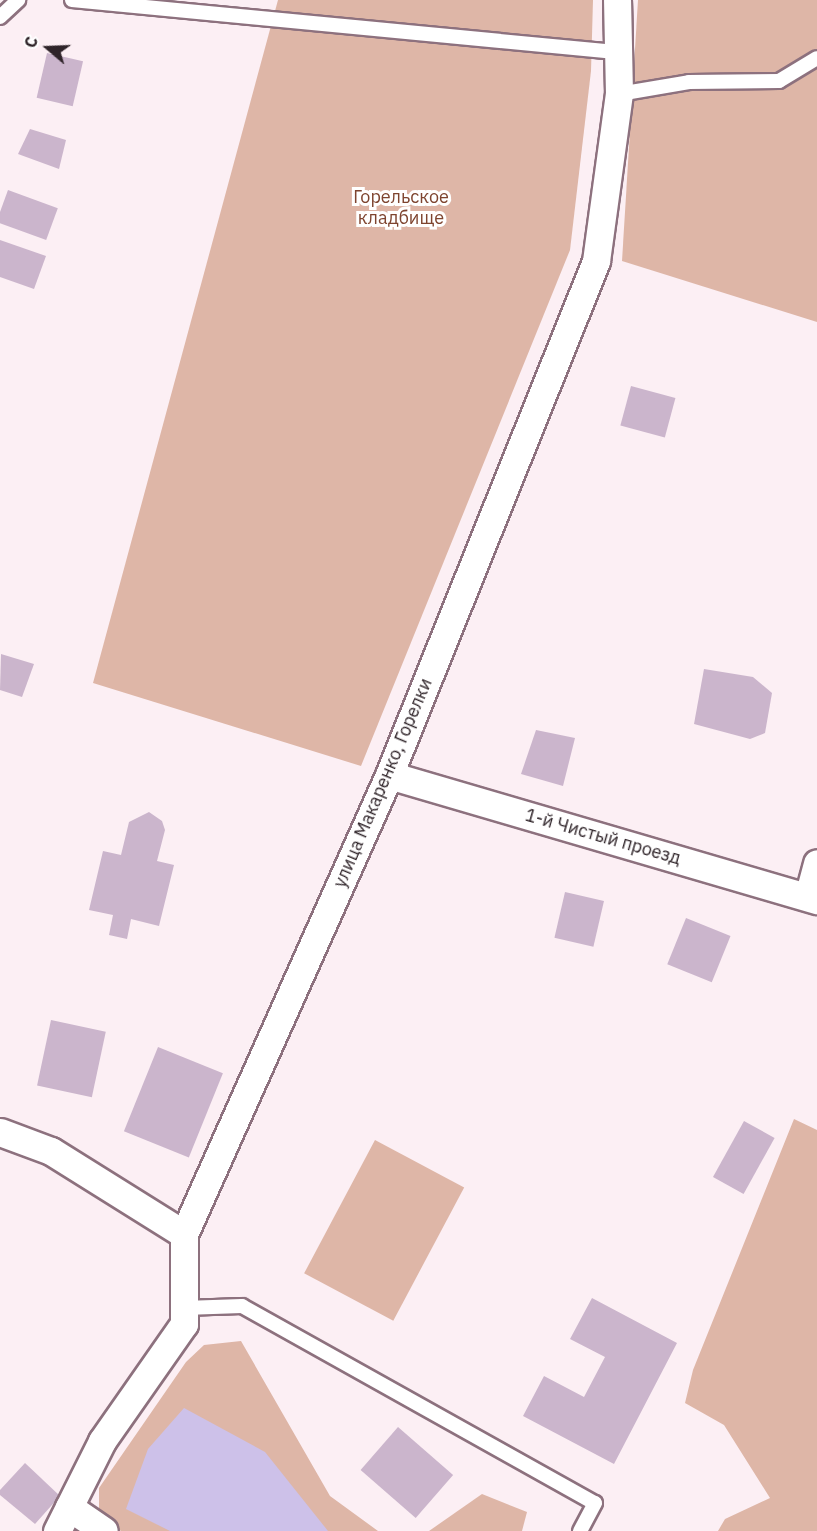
<!DOCTYPE html>
<meta charset="utf-8">
<style>
body{margin:0}
#map{position:relative;width:817px;height:1531px;overflow:hidden;background:#fceff4;font-family:"IBM Plex Sans",sans-serif}
div>[style]{position:absolute}
.green>*{inset:0;background:#deb6a7;transform-origin:0 0}
.water>*{inset:0;background:#cdc1e9}
.building>*{inset:0;background:#cbb5cc;transform-origin:0 0}
.roads{filter:drop-shadow(2px 0 #8d717e) drop-shadow(-2px 0 #8d717e) drop-shadow(0 2px #8d717e) drop-shadow(0 -2px #8d717e)}
.lane>*{height:14px;margin:-7px;padding:0 7px;transform-origin:7px;border-radius:7px;background:#fff}
.street>*{height:27px;margin:-13.5px;padding:0 13.5px;transform-origin:13.5px;border-radius:13.5px;background:#fff}
span{translate:-50% -50%;white-space:nowrap;text-align:center;line-height:1.15;-webkit-text-stroke:6px #fff;paint-order:stroke}
.park-label{font-size:18px;color:#7e442f}
.street-label{font-size:18px;color:#2f2429}
.north{position:absolute;left:18px;top:18px;width:60px;height:60px;-webkit-text-stroke:4px #fff;paint-order:stroke;rotate:289deg;font-size:16px;font-weight:700;line-height:24px;text-align:center;color:#2f2429}
.north::after{content:'';display:block;margin:auto;width:21px;height:27px;background:#2f2429;clip-path:polygon(50% 0,100% 100%,50% 72%,0 100%)}
</style>
<div id="map">
<div class="green">
<div style="clip-path:polygon(278px 0,593px 0,591px 71px,570px 250px,361px 766px,93px 683px)"></div>
<div style="clip-path:polygon(638px 0,817px 0,817px 322px,622px 261px)"></div>
<div style="clip-path:polygon(794px 1119px,817px 1130px,817px 1531px,718px 1531px,725px 1519px,770px 1498px,724px 1425px,685px 1403px,693px 1370px)"></div>
<div style="left:375px;top:1140px;width:101px;height:151px;rotate:28deg"></div>
<div style="clip-path:polygon(241px 1341px,330px 1496px,378px 1531px,121px 1531px,99px 1516px,99px 1488px,186px 1362px,204px 1345px)"></div>
<div style="clip-path:polygon(482px 1494px,527px 1512px,522px 1531px,429px 1531px)"></div>
</div>
<div class="water">
<div style="clip-path:polygon(184px 1408px,265px 1452px,328px 1531px,170px 1531px,126px 1509px,148px 1449px)"></div>
</div>
<div class="building">
<div style="left:47px;top:53px;width:37px;height:46px;rotate:13deg"></div>
<div style="clip-path:polygon(30px 129px,66px 140px,59px 169px,18px 154px)"></div>
<div style="left:8px;top:190px;width:53px;height:34px;rotate:20deg"></div>
<div style="clip-path:polygon(0 240px,46px 256px,34px 289px,0 277px)"></div>
<div style="left:631px;top:386px;width:46px;height:41px;rotate:15deg"></div>
<div style="clip-path:polygon(1px 654px,34px 664px,22px 697px,0 690px)"></div>
<div style="clip-path:polygon(704px 669px,753px 677px,772px 693px,765px 733px,750px 739px,694px 724px)"></div>
<div style="clip-path:polygon(536px 730px,575px 738px,563px 786px,521px 774px)"></div>
<div style="clip-path:polygon(149px 812px,162px 821px,165px 830px,157px 861px,174px 865px,159px 926px,131px 919px,127px 939px,109px 935px,113px 915px,89px 910px,103px 851px,121px 855px,129px 822px)"></div>
<div style="left:565px;top:892px;width:40px;height:47px;rotate:13deg"></div>
<div style="left:686px;top:918px;width:48px;height:50px;rotate:22deg"></div>
<div style="left:51px;top:1020px;width:56px;height:67px;rotate:12deg"></div>
<div style="left:158px;top:1047px;width:70px;height:91px;rotate:22deg"></div>
<div style="left:744px;top:1121px;width:35px;height:64px;rotate:29deg"></div>
<div style="clip-path:polygon(592px 1298px,677px 1343px,614px 1464px,523px 1416px,544px 1376px,584px 1397px,605px 1357px,570px 1339px)"></div>
<div style="left:398px;top:1427px;width:73px;height:57px;rotate:41deg"></div>
<div style="clip-path:polygon(25px 1463px,60px 1496px,35px 1524px,0 1495px,0 1490px)"></div>
</div>
<div class="roads">
<div class="lane">
<div style="left:72px;top:0;width:546px;rotate:5.46deg"></div>
<div style="left:0;top:17px;width:25px;rotate:-43deg"></div>
<div style="left:619px;top:94px;width:71px;rotate:-9.7deg"></div>
<div style="left:689px;top:82px;width:90px;rotate:-0.6deg"></div>
<div style="left:779px;top:81px;width:44px;rotate:-31.2deg"></div>
<div style="left:184px;top:1308px;width:58px;rotate:-2deg"></div>
<div style="left:242px;top:1306px;width:404px;rotate:29.2deg"></div>
<div style="left:595px;top:1503px;width:32px;rotate:118deg"></div>
</div>
<div class="street">
<div style="left:389px;top:775px;width:446px;rotate:16.3deg"></div>
<div style="left:808px;top:897px;width:35px;rotate:-75deg"></div>
<div style="left:0;top:1132px;width:54px;rotate:20.4deg"></div>
<div style="left:51px;top:1151px;width:157px;rotate:32deg"></div>
<div style="left:69px;top:1507px;width:42px;rotate:34.4deg"></div>
<div style="left:57px;top:1531px;width:101px;rotate:-63.4deg"></div>
<div style="left:102px;top:1441px;width:143px;rotate:-55deg"></div>
<div style="left:184px;top:1324px;width:90px;rotate:-90deg"></div>
<div style="left:184px;top:1234px;width:503px;rotate:-65.93deg"></div>
<div style="left:389px;top:775px;width:554px;rotate:-68.06deg"></div>
<div style="left:596px;top:261px;width:169px;rotate:-82.2deg"></div>
<div style="left:619px;top:94px;width:94px;rotate:-91.2deg"></div>
</div>
</div>
<div class="park-label">
<span style="left:401px;top:208px">Горельское<br>кладбище</span>
</div>
<div class="street-label">
<span style="left:383px;top:783px;rotate:-67deg">улица Макаренко, Горелки</span>
<span style="left:603px;top:837px;rotate:16deg">1-й Чистый проезд</span>
</div>
<div class="north">С</div>
</div>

### TASK DIRECTIONS:
What lines in the listing include the string "inset"? Copy them out.

### RESULT OF THIS EXERCISE:
.green>*{inset:0;background:#deb6a7;transform-origin:0 0}
.water>*{inset:0;background:#cdc1e9}
.building>*{inset:0;background:#cbb5cc;transform-origin:0 0}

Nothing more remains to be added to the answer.